Dresden, broke as usual, answers a police call for assistance, and discovers a gruesome double murder. The two victims, caught in flagrante delicto, have had their hearts blown out through their rib cages. Detective Karrin Murphy wants answers fast, but Crime boss Johnny Marcone wants Dresden out of the case. Dresden's other case is searching for a missing husband who seems to have had an unhealthy interest in magic. And the last complication is the White Council, who think that Harry Dresden just might be dipping a little to far into the black magic side, and intend to flatten him if there is any further hint of magic abuse.

Harry is a bit of a luckless sort. In attempting to question the vampire hostess of an upscale house of ill repute he makes a serious enemy of what could best be described as an old bat. One of his information sources then turns up dead the same way as the first couple. A demon nearly turns him and his date into pudding and a giant scorpion attempts to take out Detective Murphy and Dresden with one swipe of a very deadly tail. And, without fail, Harry is pestered at every step by an obnoxious representative of the White Council.

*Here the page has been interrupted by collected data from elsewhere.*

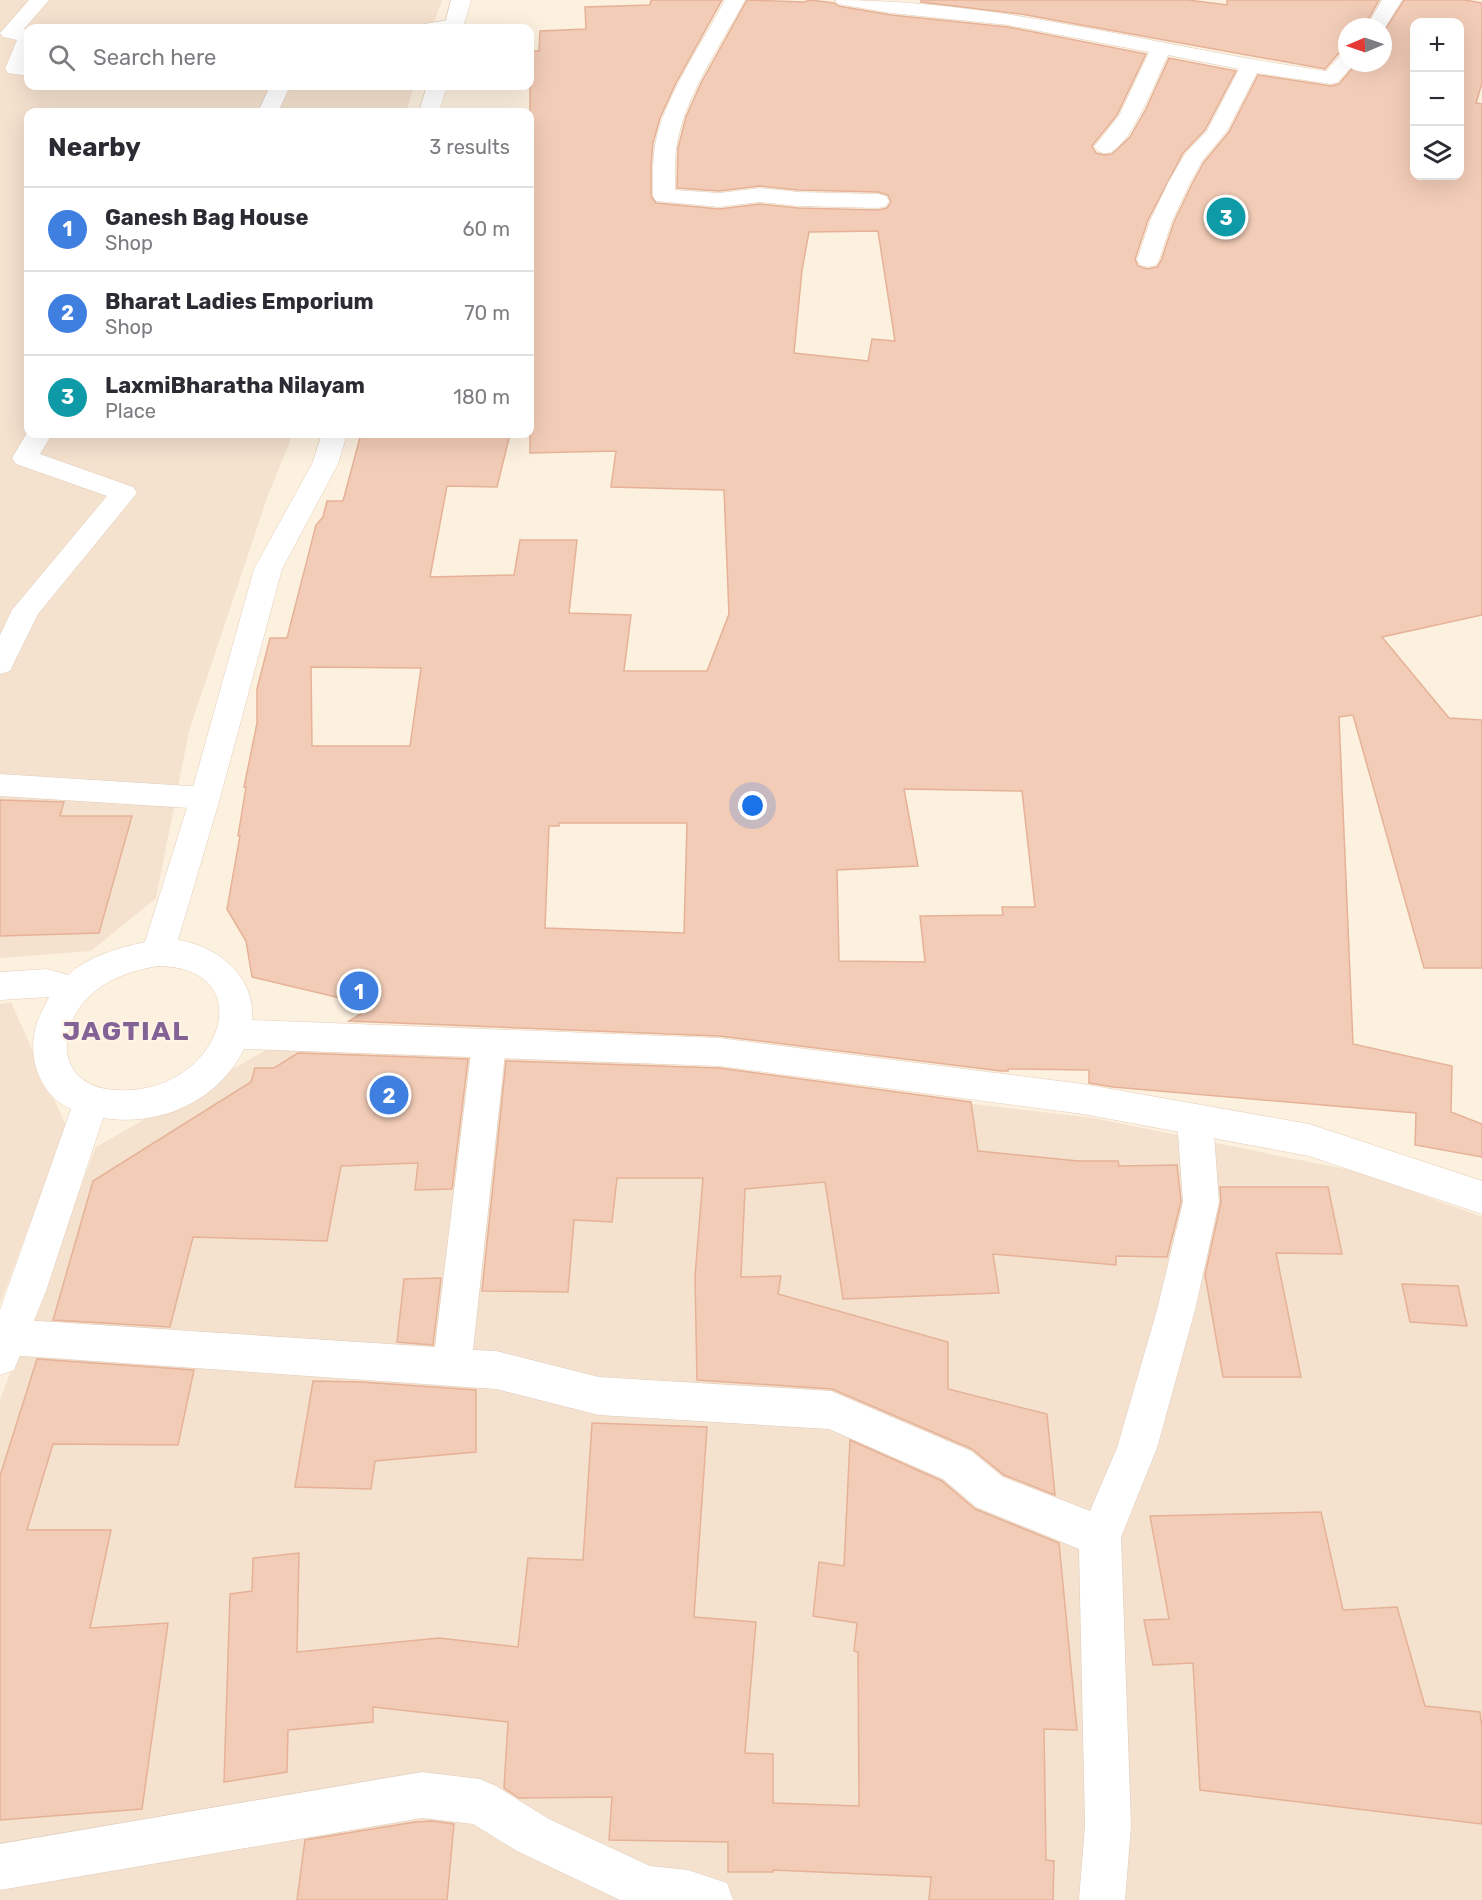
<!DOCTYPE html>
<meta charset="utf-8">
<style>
:root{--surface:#fff;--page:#f2f2f3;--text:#2b2b33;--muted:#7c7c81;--line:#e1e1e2;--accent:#e96242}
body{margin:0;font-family:Rubik,sans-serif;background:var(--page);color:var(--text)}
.controls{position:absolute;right:18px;top:18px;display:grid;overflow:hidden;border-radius:12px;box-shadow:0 6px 24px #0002}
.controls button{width:54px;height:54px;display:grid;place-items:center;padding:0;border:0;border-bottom:2px solid var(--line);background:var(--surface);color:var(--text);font:30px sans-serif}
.compass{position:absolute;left:1338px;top:18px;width:54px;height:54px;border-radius:50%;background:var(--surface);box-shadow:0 6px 24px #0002;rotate:268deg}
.you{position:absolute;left:753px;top:806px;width:21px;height:21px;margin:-15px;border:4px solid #fff;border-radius:50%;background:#1a73e8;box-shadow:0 0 0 9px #1a73e833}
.badge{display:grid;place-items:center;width:39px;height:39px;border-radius:50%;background:var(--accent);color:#fff;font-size:20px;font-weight:700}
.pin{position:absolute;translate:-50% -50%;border:3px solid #fff;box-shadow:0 2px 6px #0006}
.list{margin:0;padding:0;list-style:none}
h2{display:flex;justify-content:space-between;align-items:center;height:78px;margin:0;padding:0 24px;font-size:26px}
h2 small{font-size:20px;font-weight:400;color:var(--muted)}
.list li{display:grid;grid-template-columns:39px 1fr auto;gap:18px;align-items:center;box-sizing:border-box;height:84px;padding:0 24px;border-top:2px solid var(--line)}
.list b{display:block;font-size:22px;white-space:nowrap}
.list p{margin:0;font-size:20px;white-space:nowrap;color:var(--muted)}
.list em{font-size:20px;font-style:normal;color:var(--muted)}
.icon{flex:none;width:33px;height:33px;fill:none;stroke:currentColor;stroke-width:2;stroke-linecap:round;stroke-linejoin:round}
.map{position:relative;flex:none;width:1482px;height:1900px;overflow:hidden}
.search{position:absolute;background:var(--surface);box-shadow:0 6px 24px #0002;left:24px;top:24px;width:510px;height:66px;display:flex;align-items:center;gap:15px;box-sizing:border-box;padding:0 21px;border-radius:12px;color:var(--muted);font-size:22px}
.panel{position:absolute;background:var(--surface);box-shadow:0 6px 24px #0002;left:24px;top:108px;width:510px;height:330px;border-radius:12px}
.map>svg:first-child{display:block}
.residential{fill:#f4e1ce}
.building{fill:#f2ccb7;stroke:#e5b297;stroke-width:1.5;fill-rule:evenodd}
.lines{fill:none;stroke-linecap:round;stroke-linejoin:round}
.street-casing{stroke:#e0ccbb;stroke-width:1}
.secondary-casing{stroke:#e5cdb9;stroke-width:1}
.street{fill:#fff;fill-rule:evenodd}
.secondary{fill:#fff;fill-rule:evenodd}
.labels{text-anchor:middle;stroke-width:4.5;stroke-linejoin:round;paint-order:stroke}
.district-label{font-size:27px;font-weight:bold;letter-spacing:1.5px;fill:#836296;stroke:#fff4e5}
</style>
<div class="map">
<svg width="1482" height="1900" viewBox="0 0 1482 1900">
<rect width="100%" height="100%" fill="#fcf0df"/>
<g class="residential">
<path d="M 0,0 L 442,0 L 432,28 L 28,28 L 28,86 L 414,86 L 406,112 L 28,112 L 28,434 L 293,434 L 268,495 L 189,731 L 156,898 L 91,951 L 0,958 Z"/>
<path d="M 11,1002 L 66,1126 L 0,1304 L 0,1004 Z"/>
<path d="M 577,1048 L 705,1073 L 1093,1118 L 1359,1172 L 1482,1217 L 1482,1900 L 0,1900 L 0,1400 L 96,1147 L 266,1050 Z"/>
</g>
<g class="building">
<path d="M 651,0 L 722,0 L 676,83 L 660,118 L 653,143 L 651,166 L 651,196 L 656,203 L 719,209 L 760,204 L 798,208 L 878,210 L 887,208 L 891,202 L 888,195 L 878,192 L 798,190 L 760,186 L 719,191 L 677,188 L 678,148 L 686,117 L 701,83 L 747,0 L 804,2 L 810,0 L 834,3 L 838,6 L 891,15 L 1008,27 L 1146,54 L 1117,115 L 1092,146 L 1096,153 L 1104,155 L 1112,154 L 1130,137 L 1146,109 L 1169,58 L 1236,71 L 1205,130 L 1183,153 L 1148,220 L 1135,259 L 1138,266 L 1147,269 L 1157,267 L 1161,261 L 1174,222 L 1192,184 L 1204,162 L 1229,132 L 1258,75 L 1331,86 L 1339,84 L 1357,63 L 1383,63 L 1383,33 L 1404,0 L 1465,0 L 1482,3 L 1482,83 L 1476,103 L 1482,104 L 1482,615 L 1382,637 L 1449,718 L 1482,720 L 1482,968 L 1424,968 L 1353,715 L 1339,717 L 1353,1044 L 1452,1066 L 1451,1112 L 1482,1124 L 1482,1157 L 1415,1145 L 1416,1113 L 1113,1087 L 1089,1083 L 1089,1070 L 1008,1069 L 1008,1071 L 1001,1071 L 719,1036 L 349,1021 L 374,1006 L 252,977 L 246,941 L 227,909 L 240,836 L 238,836 L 246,787 L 244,787 L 257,723 L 257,689 L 270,638 L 287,638 L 316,525 L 323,517 L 327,501 L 343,501 L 361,434 L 510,434 L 497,487 L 447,486 L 430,577 L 514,575 L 520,540 L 577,540 L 569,613 L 631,615 L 624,671 L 707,671 L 729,614 L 724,490 L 611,487 L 616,451 L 530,453 L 530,51 L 539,51 L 540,31 L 586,29 L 585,7 L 650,5 ZM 1414,22 L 1460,22 L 1460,176 L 1414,176 ZM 878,231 L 895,341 L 872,339 L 868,361 L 794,353 L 802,270 L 809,232 ZM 311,667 L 421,668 L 410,746 L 312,746 ZM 904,789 L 1022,791 L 1035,907 L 1002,907 L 1003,915 L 920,916 L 925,962 L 839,961 L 837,870 L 918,866 ZM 559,823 L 687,823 L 684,933 L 545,928 L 549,826 L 559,826 Z"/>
<path d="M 921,0 L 1188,0 L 1227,5 L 1227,0 L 1379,0 L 1364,27 L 1347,27 L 1347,52 L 1338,54 L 1325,69 L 1021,14 L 921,2 Z"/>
<path d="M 0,800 L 64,802 L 60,816 L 132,816 L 99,933 L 0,936 Z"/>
<path d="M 298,1053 L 468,1059 L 452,1189 L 415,1190 L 418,1163 L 341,1166 L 327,1241 L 193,1237 L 170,1327 L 53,1320 L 93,1181 L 251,1082 L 255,1068 L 274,1068 Z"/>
<path d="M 506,1061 L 719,1068 L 971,1102 L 978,1151 L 1078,1161 L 1118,1161 L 1119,1166 L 1177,1165 L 1181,1202 L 1167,1257 L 1116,1256 L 1116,1265 L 993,1254 L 999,1293 L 843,1299 L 825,1182 L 745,1189 L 741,1277 L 781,1276 L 778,1294 L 948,1342 L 948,1389 L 1047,1414 L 1055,1495 L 1004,1475 L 972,1449 L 832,1389 L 697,1380 L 695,1276 L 703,1178 L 617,1178 L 612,1222 L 574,1220 L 568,1292 L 482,1291 Z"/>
<path d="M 1220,1187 L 1328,1187 L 1342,1254 L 1276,1253 L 1301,1377 L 1223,1377 L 1205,1275 L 1221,1202 Z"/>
<path d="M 441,1278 L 433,1345 L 397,1342 L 404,1279 Z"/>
<path d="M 1402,1284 L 1458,1286 L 1467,1326 L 1410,1322 Z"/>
<path d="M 37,1359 L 194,1370 L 178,1445 L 53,1444 L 27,1530 L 111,1530 L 90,1628 L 168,1623 L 142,1809 L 0,1820 L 0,1476 Z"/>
<path d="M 313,1381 L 361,1382 L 476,1390 L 476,1452 L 375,1461 L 371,1489 L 295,1487 Z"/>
<path d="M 592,1423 L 707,1427 L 694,1617 L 756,1622 L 745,1753 L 773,1754 L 773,1803 L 859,1806 L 858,1652 L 854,1651 L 857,1623 L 813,1616 L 819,1562 L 844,1566 L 850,1440 L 942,1481 L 975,1509 L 1059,1543 L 1077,1730 L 1044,1729 L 1046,1860 L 1054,1861 L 1053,1900 L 929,1900 L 931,1877 L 773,1870 L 773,1872 L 728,1872 L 728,1842 L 609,1840 L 612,1797 L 519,1798 L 504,1788 L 508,1722 L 373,1707 L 373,1722 L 288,1730 L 287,1772 L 224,1782 L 230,1594 L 252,1591 L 253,1558 L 299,1553 L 297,1652 L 439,1638 L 518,1647 L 528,1558 L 583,1560 Z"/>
<path d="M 1321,1512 L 1343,1610 L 1397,1607 L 1425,1706 L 1480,1712 L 1482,1728 L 1482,1824 L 1200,1790 L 1193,1663 L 1153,1665 L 1144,1620 L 1169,1619 L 1150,1516 Z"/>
<path d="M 432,1821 L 454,1824 L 447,1900 L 297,1900 L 305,1840 L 415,1822 Z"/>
</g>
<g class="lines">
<g class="street-casing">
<g id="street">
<path d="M 29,0 L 49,0 L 24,29 L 28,29 L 28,76 L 8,73 L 5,69 L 17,40 L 3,37 L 0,33 Z"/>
<path d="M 725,0 L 745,0 C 722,43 691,87 679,134 C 674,152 675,172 675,190 L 719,193 L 760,188 L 798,192 L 878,194 L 886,196 L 889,201 L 886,206 L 878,208 L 798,206 L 760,202 L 719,207 L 656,201 L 653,196 C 653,176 652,156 657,136 C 669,90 703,42 725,0 Z"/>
<path d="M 835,0 C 1002,0 1162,48 1326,71 L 1340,56 L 1347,54 L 1347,63 L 1355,63 L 1338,82 L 1331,84 L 1257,73 L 1227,131 L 1202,161 L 1190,183 L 1172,221 L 1159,260 L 1156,265 L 1148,267 L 1140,265 L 1137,260 L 1150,221 L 1168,183 L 1185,154 L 1207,131 L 1239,69 L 1168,55 C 1157,78 1133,141 1111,152 C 1107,154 1102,153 1098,151 L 1094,147 L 1119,116 L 1149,52 L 1008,25 L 891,13 L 838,4 Z"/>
<path d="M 1382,0 L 1402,0 L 1383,31 L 1383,27 L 1366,27 Z"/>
<path d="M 455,19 L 462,21 L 465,25 L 462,28 L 421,28 L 424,24 Z"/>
<path d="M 270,86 L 290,86 L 278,112 L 258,112 Z"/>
<path d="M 28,431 L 28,434 L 52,434 L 40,454 L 133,487 L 137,493 L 38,614 L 10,671 L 0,674 L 0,635 L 12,610 L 107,496 L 16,464 L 12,458 Z"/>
<path d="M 0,774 L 205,787 L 216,790 L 220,798 L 216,806 L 205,809 L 0,796 Z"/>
<path d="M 489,1030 L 501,1034 L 506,1044 L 473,1350 L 496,1351 L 599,1377 L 831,1391 L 971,1451 L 1003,1477 L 1090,1511 L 1117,1448 L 1157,1310 L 1183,1202 L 1177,1120 L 1182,1109 L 1195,1105 L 1208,1109 L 1213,1120 L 1219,1202 L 1195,1310 L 1157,1448 L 1121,1537 L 1131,1826 L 1125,1900 L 1079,1900 L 1085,1826 L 1079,1549 L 976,1507 L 943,1479 L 829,1429 L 599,1415 L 496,1389 L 8,1355 L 0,1352 L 0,1322 L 8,1319 L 435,1347 L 472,1044 L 477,1034 Z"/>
<path d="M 422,1772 L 480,1779 L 496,1786 L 549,1819 L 650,1866 L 688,1870 L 727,1883 L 733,1900 L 620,1900 L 517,1851 L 473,1824 L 422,1818 L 0,1890 L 0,1844 Z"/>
</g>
</g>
<g class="secondary-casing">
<g id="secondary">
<path d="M 451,0 L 471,0 L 463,28 L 444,28 Z"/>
<path d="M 427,86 L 447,86 L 439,112 L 419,112 Z"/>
<path d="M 322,434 L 347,434 L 338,464 L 282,569 L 220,798 L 178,940 C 218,946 256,977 252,1020 L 719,1038 L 1083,1084 L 1309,1124 L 1482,1181 L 1482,1214 L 1309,1156 L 1083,1114 L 719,1066 L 244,1049 C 218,1101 161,1127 103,1118 L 46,1291 L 14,1370 L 0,1375 L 0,1310 L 71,1109 C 39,1095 26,1055 37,1023 C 40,1014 45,1006 49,997 L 0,1000 L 0,972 L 47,969 L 68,975 C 89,956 118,948 145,942 L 190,798 L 254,569 L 312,464 ZM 158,966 C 266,967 219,1098 114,1090 C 53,1085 56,1023 95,991 C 114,976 135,970 158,966 Z"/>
</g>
</g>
<use href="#street" class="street"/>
<use href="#secondary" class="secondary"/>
</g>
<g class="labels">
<g class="district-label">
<text x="126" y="1040">JAGTIAL</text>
</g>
</g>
</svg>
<div class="controls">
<button>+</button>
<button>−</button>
<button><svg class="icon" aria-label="layers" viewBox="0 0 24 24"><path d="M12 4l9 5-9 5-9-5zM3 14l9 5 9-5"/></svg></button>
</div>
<svg class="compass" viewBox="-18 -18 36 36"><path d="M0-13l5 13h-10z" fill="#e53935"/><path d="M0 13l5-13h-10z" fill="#7c7c81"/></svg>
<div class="you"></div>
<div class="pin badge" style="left:359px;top:991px;background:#3f7fe0">1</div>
<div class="pin badge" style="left:389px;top:1095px;background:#3f7fe0">2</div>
<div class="pin badge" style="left:1226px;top:217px;background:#0f9aa8">3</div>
<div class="search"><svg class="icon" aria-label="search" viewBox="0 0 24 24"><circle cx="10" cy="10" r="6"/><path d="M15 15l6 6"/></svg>Search here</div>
<section class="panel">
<h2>Nearby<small>3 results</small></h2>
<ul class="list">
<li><span class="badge" style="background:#3f7fe0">1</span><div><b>Ganesh Bag House</b><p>Shop</p></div><em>60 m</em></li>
<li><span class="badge" style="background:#3f7fe0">2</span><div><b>Bharat Ladies Emporium</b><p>Shop</p></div><em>70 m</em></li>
<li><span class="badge" style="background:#0f9aa8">3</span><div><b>LaxmiBharatha Nilayam</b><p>Place</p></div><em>180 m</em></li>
</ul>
</section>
</div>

Unfortunately, as either wizard of gumshoe, Harry is a bit hapless. He knows his stuff, but he is forever forgetting his gun, dropping his staff and getting ambushed by bad guys. As a result he is always coming from behind, which is a bad place to be when you are chasing the black wizard who is saturating the city in a dangerous new drug that not only gets you high, but opens your third eye as well. Harry is more of the rush right in where angels fear to tread type than he is the careful planner. It doesn't help that he has a bit of a hero complex as well.

Ok, the magic is a bit hokey and the language is slightly overblown. Other than Harry the characters are right out of a cheat book. Even Harry is a bit hackneyed. But the plot is original and well laid out. Narrative skills come with maturity, and Jim Butcher is still a novice storyteller. In a wave of tedious, repetitive genre tales, "Storm Front" stands out as something worth a second look. It will be a while though before I forgive him for the following tidbit. "...he picked me up to hurl me toward the demon. I objected with fragile tenacity."